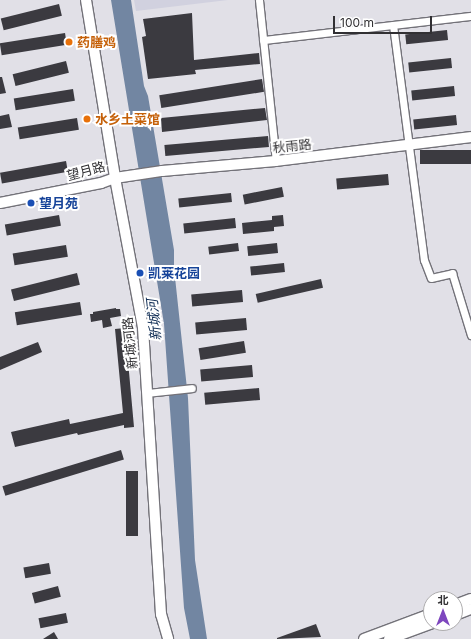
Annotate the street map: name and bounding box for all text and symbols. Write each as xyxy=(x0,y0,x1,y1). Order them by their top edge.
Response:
scale bar xyxy=(335,8,434,34)
text: 100 m xyxy=(340,15,374,30)
place label: 药膳鸡 xyxy=(77,34,116,50)
marker: 药膳鸡 xyxy=(64,37,74,47)
place label: 水乡土菜馆 xyxy=(95,111,160,127)
marker: 水乡土菜馆 xyxy=(82,114,92,124)
street label: 秋雨路 xyxy=(272,136,312,156)
street label: 望月路 xyxy=(65,158,107,184)
place label: 望月苑 xyxy=(39,195,78,211)
marker: 望月苑 xyxy=(26,198,36,208)
place label: 凯莱花园 xyxy=(148,265,200,281)
marker: 凯莱花园 xyxy=(135,268,145,278)
water label: 新城河 xyxy=(143,298,165,342)
street label: 新城河路 xyxy=(120,316,140,370)
north arrow xyxy=(423,591,463,631)
text: 北 xyxy=(438,593,449,607)

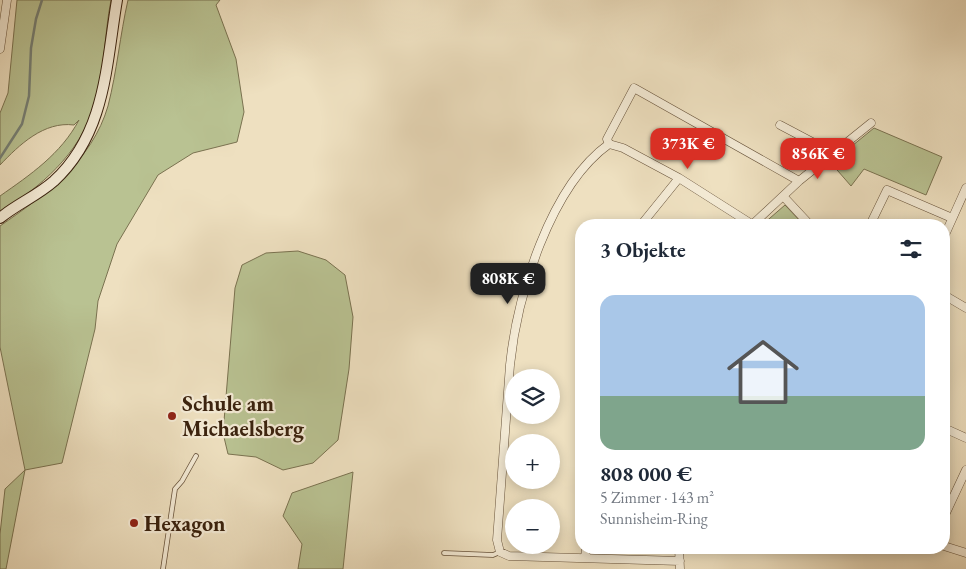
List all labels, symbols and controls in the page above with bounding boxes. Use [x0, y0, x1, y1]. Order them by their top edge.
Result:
pin: 373K € [647, 128, 729, 170]
text: 373K € [661, 133, 715, 154]
pin: 856K € [777, 138, 859, 180]
text: 856K € [791, 143, 845, 164]
icon: filters [897, 235, 925, 263]
text: 3 Objekte [600, 236, 686, 263]
pin: 808K € [467, 262, 549, 305]
text: 808K € [481, 268, 535, 289]
icon: home [718, 327, 808, 417]
map controls [505, 369, 560, 554]
button: layers [505, 369, 560, 424]
place label: Schule am Michaelsberg [182, 389, 305, 443]
marker: Schule am Michaelsberg [166, 410, 178, 422]
button: + [505, 434, 560, 489]
text: 808 000 € [600, 460, 692, 487]
text: 5 Zimmer · 143 m² [600, 487, 714, 508]
button: − [505, 499, 560, 554]
text: Sunnisheim-Ring [600, 508, 708, 529]
place label: Hexagon [144, 509, 226, 538]
marker: Hexagon [128, 517, 140, 529]

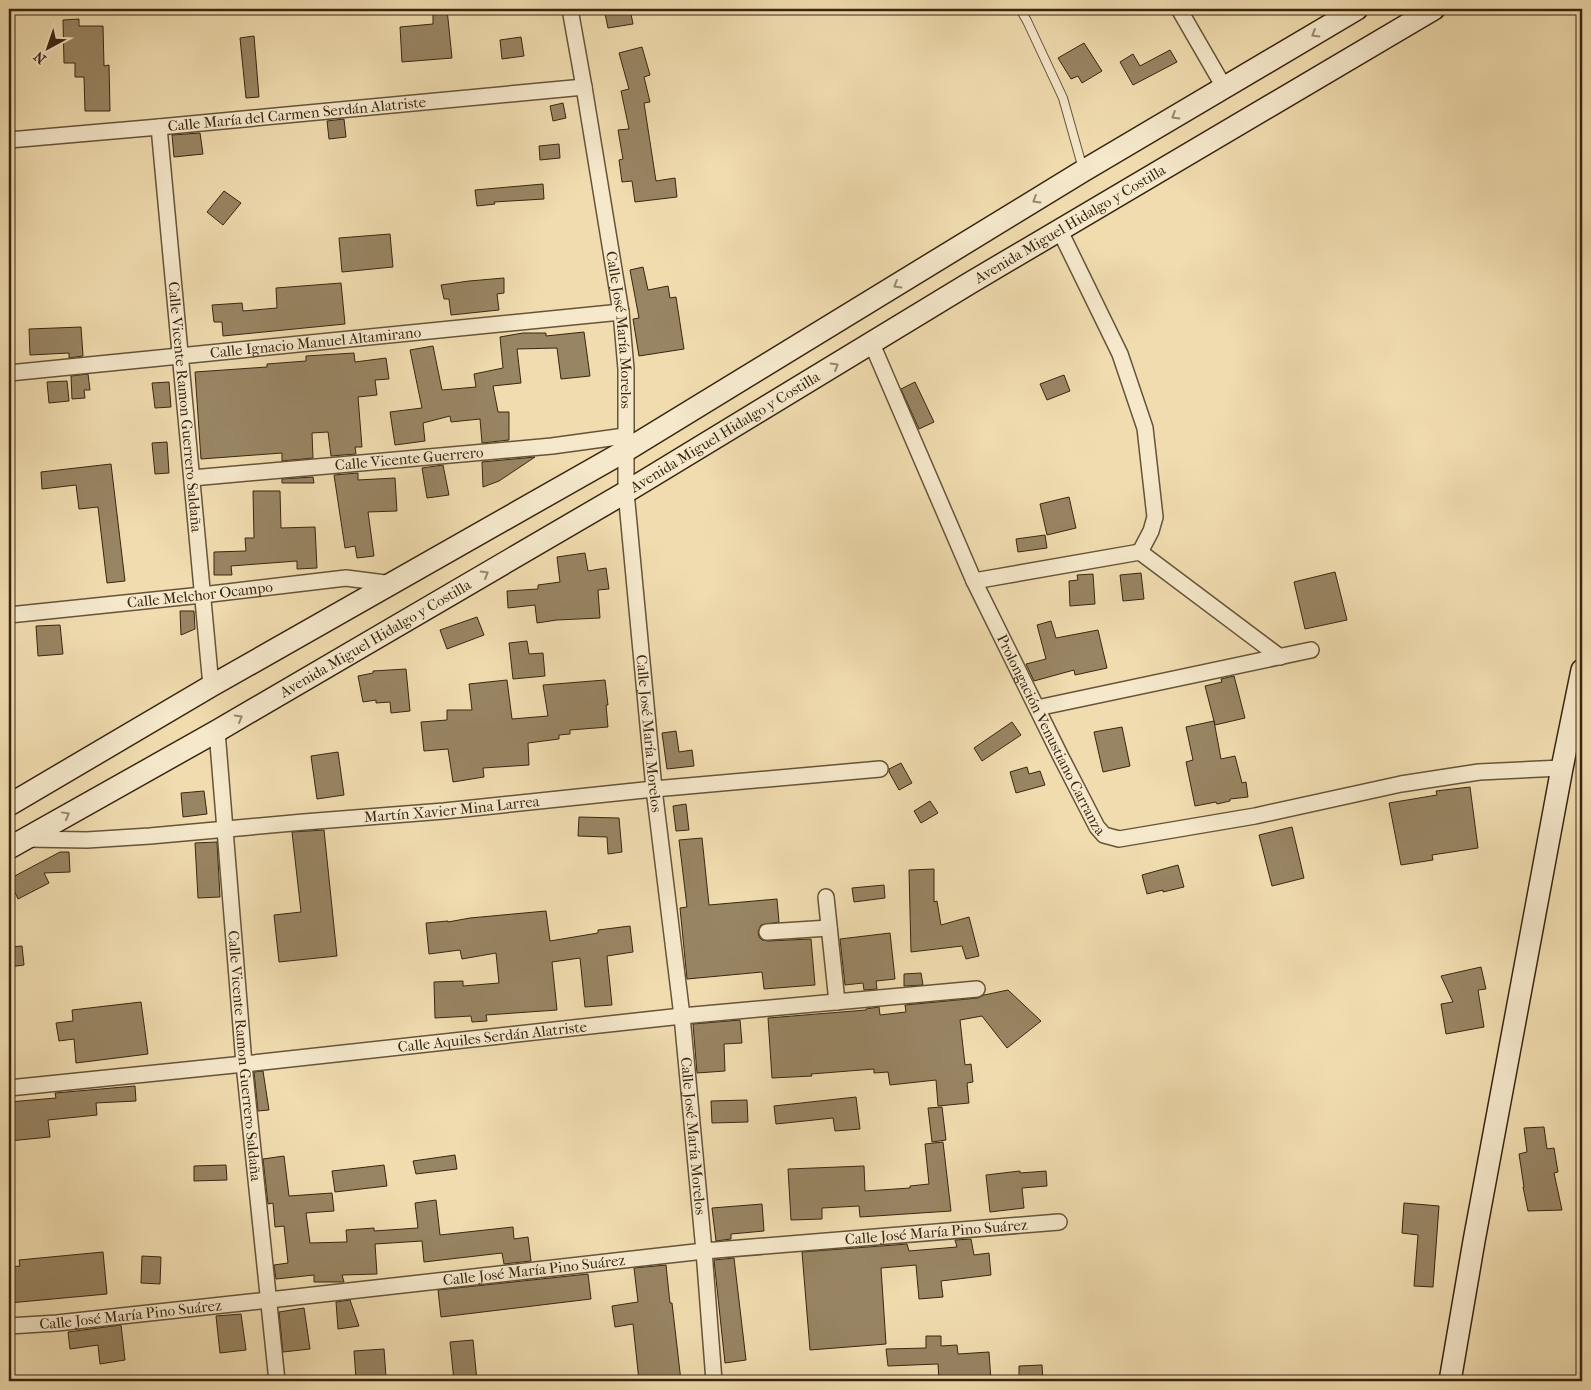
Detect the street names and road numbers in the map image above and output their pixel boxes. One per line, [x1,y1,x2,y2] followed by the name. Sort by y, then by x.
[167,93,427,135] street label: Calle María del Carmen Serdán Alatriste
[970,160,1170,288] street label: Avenida Miguel Hidalgo y Costilla
[602,250,635,409] street label: Calle José María Morelos
[164,281,206,534] street label: Calle Vicente Ramon Guerrero Saldaña
[209,323,422,362] street label: Calle Ignacio Manuel Altamirano
[626,367,824,497] street label: Avenida Miguel Hidalgo y Costilla
[334,443,485,474] street label: Calle Vicente Guerrero
[275,575,475,702] street label: Avenida Miguel Hidalgo y Costilla
[126,578,274,612] street label: Calle Melchor Ocampo
[993,631,1110,840] street label: Prolongación Venustiano Carranza
[632,654,666,814] street label: Calle José María Morelos
[363,792,541,826] street label: Martín Xavier Mina Larrea
[224,930,265,1183] street label: Calle Vicente Ramon Guerrero Saldaña
[397,1017,588,1056] street label: Calle Aquiles Serdán Alatriste
[677,1056,710,1216] street label: Calle José María Morelos
[844,1216,1029,1248] street label: Calle José María Pino Suárez
[442,1251,626,1289] street label: Calle José María Pino Suárez
[39,1296,223,1333] street label: Calle José María Pino Suárez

────────────────────────────────────────

Where a record holds a picture, leave the picture out and restate the rest word for word.

Annotate the street map: name and bounding box for all text and symbols. Write each as xyxy=(x0,y0,x1,y1). Order them by their top edge.
Response:
scale bar xyxy=(335,8,434,34)
text: 100 m xyxy=(340,15,374,30)
place label: 药膳鸡 xyxy=(77,34,116,50)
marker: 药膳鸡 xyxy=(64,37,74,47)
place label: 水乡土菜馆 xyxy=(95,111,160,127)
marker: 水乡土菜馆 xyxy=(82,114,92,124)
street label: 秋雨路 xyxy=(272,136,312,156)
street label: 望月路 xyxy=(65,158,107,184)
place label: 望月苑 xyxy=(39,195,78,211)
marker: 望月苑 xyxy=(26,198,36,208)
place label: 凯莱花园 xyxy=(148,265,200,281)
marker: 凯莱花园 xyxy=(135,268,145,278)
water label: 新城河 xyxy=(143,298,165,342)
street label: 新城河路 xyxy=(120,316,140,370)
north arrow xyxy=(423,591,463,631)
text: 北 xyxy=(438,593,449,607)

List all labels, symbols and controls in the page above with bounding boxes. Use [x0, y0, x1, y1]. Order them by their top edge.
Result:
pin: 373K € [647, 128, 729, 170]
text: 373K € [661, 133, 715, 154]
pin: 856K € [777, 138, 859, 180]
text: 856K € [791, 143, 845, 164]
icon: filters [897, 235, 925, 263]
text: 3 Objekte [600, 236, 686, 263]
pin: 808K € [467, 262, 549, 305]
text: 808K € [481, 268, 535, 289]
icon: home [718, 327, 808, 417]
map controls [505, 369, 560, 554]
button: layers [505, 369, 560, 424]
place label: Schule am Michaelsberg [182, 389, 305, 443]
marker: Schule am Michaelsberg [166, 410, 178, 422]
button: + [505, 434, 560, 489]
text: 808 000 € [600, 460, 692, 487]
text: 5 Zimmer · 143 m² [600, 487, 714, 508]
button: − [505, 499, 560, 554]
text: Sunnisheim-Ring [600, 508, 708, 529]
place label: Hexagon [144, 509, 226, 538]
marker: Hexagon [128, 517, 140, 529]

Detect the street names and road numbers in the map image above and output their pixel boxes. One per line, [x1,y1,x2,y2] followed by the name. Sort by y, then by x.
[167,93,427,135] street label: Calle María del Carmen Serdán Alatriste
[970,160,1170,288] street label: Avenida Miguel Hidalgo y Costilla
[602,250,635,409] street label: Calle José María Morelos
[164,281,206,534] street label: Calle Vicente Ramon Guerrero Saldaña
[209,323,422,362] street label: Calle Ignacio Manuel Altamirano
[626,367,824,497] street label: Avenida Miguel Hidalgo y Costilla
[334,443,485,474] street label: Calle Vicente Guerrero
[275,575,475,702] street label: Avenida Miguel Hidalgo y Costilla
[126,578,274,612] street label: Calle Melchor Ocampo
[993,631,1110,840] street label: Prolongación Venustiano Carranza
[632,654,666,814] street label: Calle José María Morelos
[363,792,541,826] street label: Martín Xavier Mina Larrea
[224,930,265,1183] street label: Calle Vicente Ramon Guerrero Saldaña
[397,1017,588,1056] street label: Calle Aquiles Serdán Alatriste
[677,1056,710,1216] street label: Calle José María Morelos
[844,1216,1029,1248] street label: Calle José María Pino Suárez
[442,1251,626,1289] street label: Calle José María Pino Suárez
[39,1296,223,1333] street label: Calle José María Pino Suárez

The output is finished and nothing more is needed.